In reading this book, I was reminded of the response to John Hirst’s Convict Society and its Enemies, a similarly punchy book.  Hirst argued that right from the planning stages of the First Fleet there were slippages in the intent and practice of New South Wales as a penal colony, and that the system had freedoms and rights designed into it from the start.  It’s a prickly argument to run: Hirst admitted that there were cases of brutality, but that the extreme had become seen as the norm, and that the historical record of a more prosaic, adaptable system had been obscured.   Likewise in this book, Emmer clearly states that slavery was wrong, but that it was never as large, politically influential, or financially lucrative as in other European countries.  For both historians, the major point is conceded, and rather than spending time reiterating it, the argument moves to the nuances of a more complex treatment.  It’s not so much down-playing, as moving to a different line of argument, but their opponents might see this as dismissal or special pleading.

Emmer points out that the Dutch used few slaves on their own holdings in the Dutch Antilles, which were not suited to large-scale plantation agriculture, or in what was to become New York. They first became involved supplying slaves, purchased in Africa from African slave traders, for the Spanish gold and silver mines, but this expanded over time to a market in supplying slaves sourced from the African slave-traders for the Dutch plantation colonies of Berbice, Essequibo, Demerara and Suriname.  The first three of these were later to become British Guiana in the territorial merry-go-round after the Napoleonic Wars (and hence my interest in them).

The middle part of this small book focuses on the trade itself: the crossing from Africa to the West Indies, then the nature of plantation slavery in the Dutch colonies.   However, unlike the English and French colonies, the West India Company and Dutch plantations were not profit-making enterprises, and formed only a marginal part of Dutch commerce.  When the end of slavery came, it was with a whimper because the trade itself was unsuccessful, and any reparations to slave-owners were easily covered by a system of forced-farming in Java, where villages were forced to pay a tax of coffee and sugar, thereby bolstering the coffers of the treasury in the Netherlands.

The relative economic insignificance of slavery to the Dutch economy (especially compared with the English situation) raises the question of why the Netherlands did not take a strong lead in the abolition of the slave trade, and then slavery itself.  The reality is that slavery did not end in the Dutch colonies until 1863, long after the other slave-trading European countries had done so, and that it was only English pressure that led to half-hearted acquiescence to the abolition of the slave trade in the early 19th century.  Emmer attributes this to a defensiveness on the part of Dutch politicians, who did not share the English openness to change but instead adopted a shield of conservatism and self-preservation.

Emmer locates the slave trade among other ‘debts of honour’ that the Netherlands owe- a phrase that he thinks particularly apposite given the Dutch emphasis on finance.

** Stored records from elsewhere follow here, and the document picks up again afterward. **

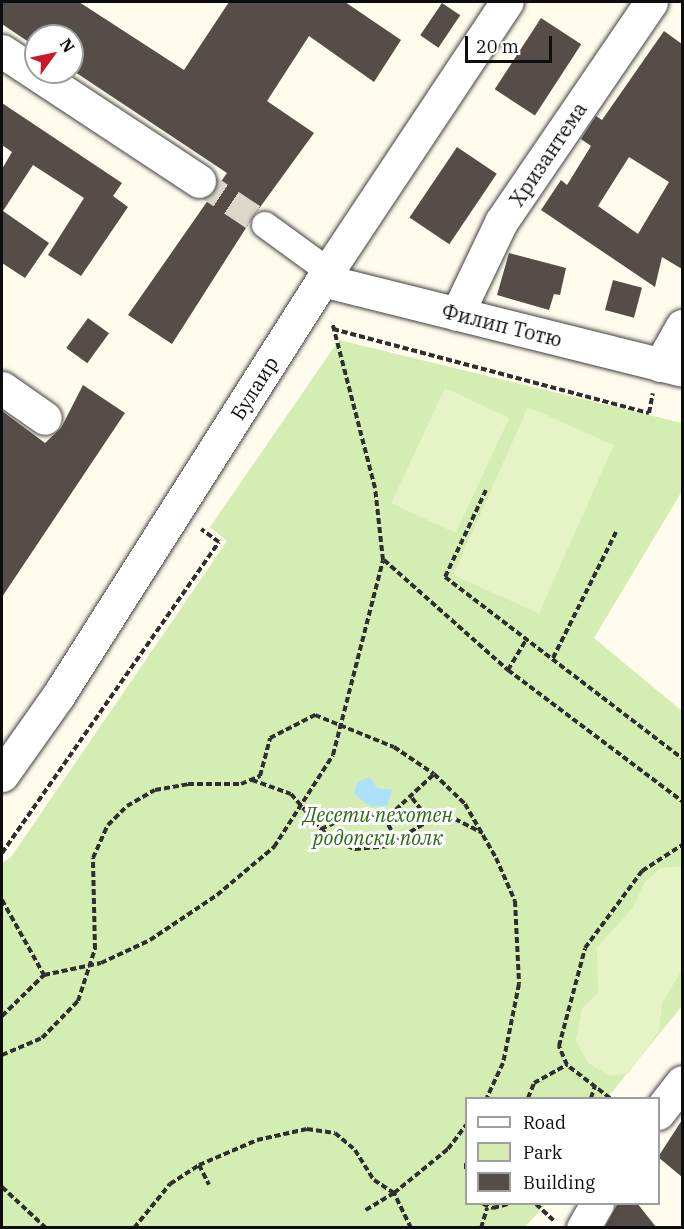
<!DOCTYPE html>
<meta charset="utf-8">
<style>
body{margin:0}
#map{position:relative;width:684px;height:1229px;overflow:hidden;background:#fffbed;font-family:"IBM Plex Serif",serif}
div>[style]{position:absolute}
[style*='--x']{left:calc(var(--x)*1px);top:calc(var(--y)*1px);width:calc(var(--w)*1px);rotate:calc(var(--a)*1deg)}
.green>*{inset:0;background:#d4edb3}
.pitch>*{inset:0;background:#e6f3c6;transform-origin:0 0}
.water>*{inset:0;background:#ade1fb}
.building>*{inset:0;background:#574d48;transform-origin:0 0}
.pedestrian-tunnel>*{height:26px;margin-top:-13px;transform-origin:0;background:repeating-linear-gradient(90deg,#dbd7cb 0 26px,transparent 0 39px)}
.path>*{height:4px;margin-top:-2px;transform-origin:0;background:repeating-linear-gradient(90deg,#2f2f2f 0 6px,transparent 0 9px)}
.roads{filter:drop-shadow(0 0 2px #404040) drop-shadow(0 0 2px #404040)}
.pedestrian>*{height:26px;margin:-13px;padding:0 13px;transform-origin:13px;border-radius:13px;background:#fff}
.minor>*{height:33px;margin:-16.5px;padding:0 16.5px;transform-origin:16.5px;border-radius:16.5px;background:#fff}
span{translate:-50% -50%;white-space:nowrap;text-align:center;line-height:1.15;-webkit-text-stroke:6px #fff;paint-order:stroke}
.street-label{font-size:20px;color:#0d0d0d}
.park-label{font-size:20px;color:#2c6a18;font-style:italic}
.frame{position:absolute;inset:0;border:3px solid #0d0d0d;pointer-events:none}
.legend{position:absolute;left:465px;top:1097px;width:195px;height:108px;box-sizing:border-box;background:#fff;border:2px solid #9e9e9e;margin:0;padding:8px 10px;list-style:none;font-size:18px;color:#0d0d0d}
.legend li{display:flex;align-items:center;gap:12px;height:30px}
.legend b{width:30px;border:2px solid #9e9e9e}
.north{position:absolute;left:24px;top:24px;width:60px;height:60px;box-sizing:border-box;background:#fff;border:2px solid #9e9e9e;border-radius:50%;rotate:57deg;font-size:16px;font-weight:700;line-height:24px;text-align:center;color:#0d0d0d}
.north::after{content:'';display:block;margin:auto;width:21px;height:27px;background:#c91929;clip-path:polygon(50% 0,100% 100%,50% 72%,0 100%)}
.scale{position:absolute;left:465px;top:36px;width:87px;height:27px;box-sizing:border-box;border:3px solid #0d0d0d;border-top:0;padding-left:8px;font-size:18px;line-height:21px;white-space:nowrap;color:#0d0d0d;-webkit-text-stroke:4px #fff;paint-order:stroke}
</style>
<div id="map">
<div class="green">
<div style="clip-path:polygon(339px 340px,682px 423px,682px 491px,594px 638px,682px 711px,682px 1006px,607px 1098px,466px 1098px,466px 1204px,546px 1204px,525px 1227px,2px 1227px,2px 863px,11px 857px,227px 541px,210px 527px)"></div>
</div>
<div class="pitch">
<div style="left:445px;top:388px;width:71px;height:127px;rotate:25deg"></div>
<div style="left:528px;top:407px;width:94px;height:184px;rotate:24deg"></div>
<div style="clip-path:polygon(682px 866px,682px 970px,662px 1003px,659px 1031px,629px 1073px,610px 1076px,588px 1063px,576px 1041px,582px 1008px,598px 993px,597px 947px,633px 908px,644px 883px,661px 868px)"></div>
</div>
<div class="water">
<div style="clip-path:polygon(370px 777px,377px 788px,392px 790px,387px 806px,370px 806px,354px 794px,357px 782px)"></div>
</div>
<div class="building">
<div style="clip-path:polygon(2px 2px,79px 2px,184px 70px,229px 2px,345px 2px,401px 40px,374px 82px,309px 36px,267px 101px,314px 133px,253px 217px,172px 344px,128px 315px,227px 173px,72px 70px,72px 36px,36px 36px,36px 47px,2px 24px)"></div>
<div style="left:442px;top:3px;width:22px;height:39px;rotate:34deg"></div>
<div style="left:541px;top:18px;width:48px;height:85px;rotate:33deg"></div>
<div style="clip-path:polygon(evenodd,664px 31px,682px 44px,682px 269px,662px 257px,655px 287px,541px 210px,561px 180px,567px 185px,591px 146px,581px 139px,596px 116px,602px 120px,664px 31px,629px 157px,669px 182px,638px 234px,598px 206px,629px 157px)"></div>
<div style="clip-path:polygon(2px 103px,122px 183px,113px 196px,128px 207px,81px 276px,48px 255px,84px 198px,33px 165px,3px 211px,49px 243px,25px 278px,2px 263px,2px 169px,12px 152px,2px 145px)"></div>
<div style="left:457px;top:147px;width:48px;height:85px;rotate:34deg"></div>
<div style="clip-path:polygon(509px 253px,566px 268px,560px 295px,554px 294px,549px 310px,497px 295px)"></div>
<div style="left:613px;top:280px;width:30px;height:31px;rotate:15deg"></div>
<div style="left:88px;top:318px;width:26px;height:37px;rotate:36deg"></div>
<div style="clip-path:polygon(83px 385px,125px 413px,2px 597px,2px 411px,45px 443px,61px 428px)"></div>
<div style="clip-path:polygon(682px 1120px,682px 1177px,658px 1157px)"></div>
<div style="clip-path:polygon(618px 1203px,637px 1203px,656px 1227px,605px 1227px)"></div>
</div>
<div class="pedestrian-tunnel">
<div style="--x:199;--y:181;--w:79;--a:33.7"></div>
</div>
<div class="path">
<div style="--x:333;--y:329;--w:327;--a:14.9"></div>
<div style="--x:649;--y:413;--w:20;--a:-79"></div>
<div style="--x:486;--y:490;--w:96;--a:115.2"></div>
<div style="--x:445;--y:577;--w:298;--a:37.4"></div>
<div style="--x:384;--y:560;--w:166;--a:41.6"></div>
<div style="--x:508;--y:670;--w:218;--a:37"></div>
<div style="--x:553;--y:658;--w:141;--a:-63.4"></div>
<div style="--x:508;--y:670;--w:37;--a:-59"></div>
<div style="--x:252;--y:780;--w:41;--a:19.7"></div>
<div style="--x:291;--y:794;--w:60;--a:49.1"></div>
<div style="--x:330;--y:839;--w:27;--a:22"></div>
<div style="--x:355;--y:849;--w:32;--a:-5"></div>
<div style="--x:387;--y:846;--w:56;--a:-31.1"></div>
<div style="--x:435;--y:817;--w:20;--a:6"></div>
<div style="--x:455;--y:819;--w:31;--a:27"></div>
<div style="--x:412;--y:798;--w:28;--a:52"></div>
<div style="--x:384;--y:817;--w:26;--a:61"></div>
<div style="--x:321;--y:829;--w:35;--a:-24"></div>
<div style="--x:353;--y:815;--w:36;--a:2"></div>
<div style="--x:389;--y:816;--w:62;--a:-43"></div>
<div style="--x:2;--y:853;--w:379;--a:-55.1"></div>
<div style="--x:219;--y:542;--w:22;--a:-144"></div>
<div style="--x:2;--y:900;--w:86;--a:60.8"></div>
<div style="--x:2;--y:1016;--w:59;--a:-44.3"></div>
<div style="--x:44;--y:975;--w:58;--a:-11.9"></div>
<div style="--x:101;--y:963;--w:54;--a:-25.1"></div>
<div style="--x:150;--y:940;--w:81;--a:-33.9"></div>
<div style="--x:217;--y:895;--w:75;--a:-40.1"></div>
<div style="--x:274;--y:847;--w:109;--a:-57.3"></div>
<div style="--x:333;--y:755;--w:201;--a:-75.6"></div>
<div style="--x:383;--y:560;--w:72;--a:-96.3"></div>
<div style="--x:375;--y:488;--w:171;--a:-104.5"></div>
<div style="--x:2;--y:1055;--w:43;--a:-23"></div>
<div style="--x:42;--y:1038;--w:52;--a:-45.8"></div>
<div style="--x:78;--y:1001;--w:55;--a:-71.9"></div>
<div style="--x:95;--y:949;--w:91;--a:-91.3"></div>
<div style="--x:93;--y:858;--w:36;--a:-66"></div>
<div style="--x:108;--y:825;--w:27;--a:-45"></div>
<div style="--x:127;--y:806;--w:32;--a:-30"></div>
<div style="--x:155;--y:790;--w:34;--a:-10"></div>
<div style="--x:188;--y:784;--w:53;--a:0"></div>
<div style="--x:241;--y:784;--w:21;--a:-23"></div>
<div style="--x:260;--y:776;--w:39;--a:-75"></div>
<div style="--x:270;--y:738;--w:51;--a:-27.1"></div>
<div style="--x:315;--y:715;--w:85;--a:22.1"></div>
<div style="--x:394;--y:747;--w:48;--a:34"></div>
<div style="--x:434;--y:774;--w:43;--a:44.1"></div>
<div style="--x:465;--y:804;--w:62;--a:60.1"></div>
<div style="--x:496;--y:858;--w:47;--a:66.2"></div>
<div style="--x:515;--y:901;--w:83;--a:87.2"></div>
<div style="--x:519;--y:984;--w:81;--a:101.4"></div>
<div style="--x:503;--y:1063;--w:38;--a:115"></div>
<div style="--x:528;--y:1098;--w:16;--a:-68"></div>
<div style="--x:534;--y:1083;--w:38;--a:-29"></div>
<div style="--x:591;--y:1098;--w:13;--a:-72"></div>
<div style="--x:610;--y:1098;--w:54;--a:-142.5"></div>
<div style="--x:567;--y:1065;--w:21;--a:-113"></div>
<div style="--x:559;--y:1046;--w:101;--a:-75.1"></div>
<div style="--x:585;--y:948;--w:96;--a:-53.5"></div>
<div style="--x:642;--y:871;--w:48;--a:-33"></div>
<div style="--x:466;--y:1163;--w:8;--a:90"></div>
<div style="--x:199;--y:1165;--w:22;--a:63"></div>
<div style="--x:2;--y:1187;--w:60;--a:43"></div>
<div style="--x:483;--y:1204;--w:11;--a:22"></div>
<div style="--x:493;--y:1208;--w:16;--a:-15"></div>
<div style="--x:536;--y:1204;--w:26;--a:43"></div>
<div style="--x:134;--y:1228;--w:57;--a:-50.7"></div>
<div style="--x:170;--y:1184;--w:35;--a:-33"></div>
<div style="--x:199;--y:1165;--w:63;--a:-23.3"></div>
<div style="--x:257;--y:1140;--w:51;--a:-12.4"></div>
<div style="--x:307;--y:1129;--w:28;--a:8"></div>
<div style="--x:335;--y:1133;--w:26;--a:40"></div>
<div style="--x:355;--y:1150;--w:36;--a:58"></div>
<div style="--x:374;--y:1180;--w:24;--a:33"></div>
<div style="--x:394;--y:1193;--w:35;--a:149"></div>
<div style="--x:411;--y:1228;--w:39;--a:-116"></div>
<div style="--x:394;--y:1193;--w:70;--a:-39.2"></div>
<div style="--x:448;--y:1149;--w:30;--a:-53"></div>
<div style="--x:481;--y:1228;--w:21;--a:-73"></div>
</div>
<div class="roads">
<div class="pedestrian">
<div style="--x:265;--y:225;--w:78;--a:36.1"></div>
</div>
<div class="minor">
<div style="--x:2;--y:51;--w:236;--a:33.4"></div>
<div style="--x:322;--y:280;--w:371;--a:14"></div>
<div style="--x:457;--y:314;--w:102;--a:-64.4"></div>
<div style="--x:501;--y:222;--w:266;--a:-55.7"></div>
<div style="--x:660;--y:365;--w:45;--a:-60.6"></div>
<div style="--x:2;--y:388;--w:52;--a:34.9"></div>
<div style="--x:2;--y:775;--w:97;--a:-54.7"></div>
<div style="--x:58;--y:696;--w:504;--a:-57.57"></div>
<div style="--x:328;--y:271;--w:323;--a:-56.4"></div>
<div style="--x:658;--y:1113;--w:39;--a:-52"></div>
<div style="--x:583;--y:1228;--w:28;--a:-60"></div>
</div>
</div>
<div class="street-label">
<span style="left:548px;top:154px;rotate:-56deg">Хризантема</span>
<span style="left:502px;top:325px;rotate:14deg">Филип Тотю</span>
<span style="left:254px;top:388px;rotate:-58deg">Булаир</span>
</div>
<div class="park-label">
<span style="left:378px;top:826px">Десети пехотен<br>родопски полк</span>
</div>
<div class="frame"></div>
<ul class="legend">
<li><b style="height:8px;background:#fff"></b>Road</li>
<li><b style="height:16px;background:#d4edb3"></b>Park</li>
<li><b style="height:16px;background:#574d48"></b>Building</li>
</ul>
<div class="north">N</div>
<div class="scale">20 m</div>
</div>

These debts revolve around treatment of Dutch Jews during WWII; about actions in Indonesia; and the Dutch slave colonies.  He raises a number of difficulties to the question of reparations, but suggests instead that 1 July should be commemorated as the date in 1863 when slavery was finally abolished in Dutch colonies.

I have no idea how the politics of this plays out in the Netherlands, and how and if the situation has been complicated by the increase in far-right politics in Europe.  You can find a good review of this book, and Emmer’s response to the review at Reviews in History.     There’s also an article available here online that gives a taste of Emmer’s approach.

One response to “‘The Dutch Slave Trade 1500-1850’ by P.C.Emmer

  1. I look forward to reading these, I love that many aspects of different countries’ history are being printed for open discussions/debates and consideration.
    My father often said that, during WW2, the Dutch treated the local workers on the oil fields in Dutch New Guinea like slaves; holding back food, clothing, etc, for when they didn’t (couldn’t) work due to war activity.
    While I had a quick search online and found no mention of any official slavery activity of the Dutch in New Guinea from what Dad described was very similar behaviour albeit under a different title.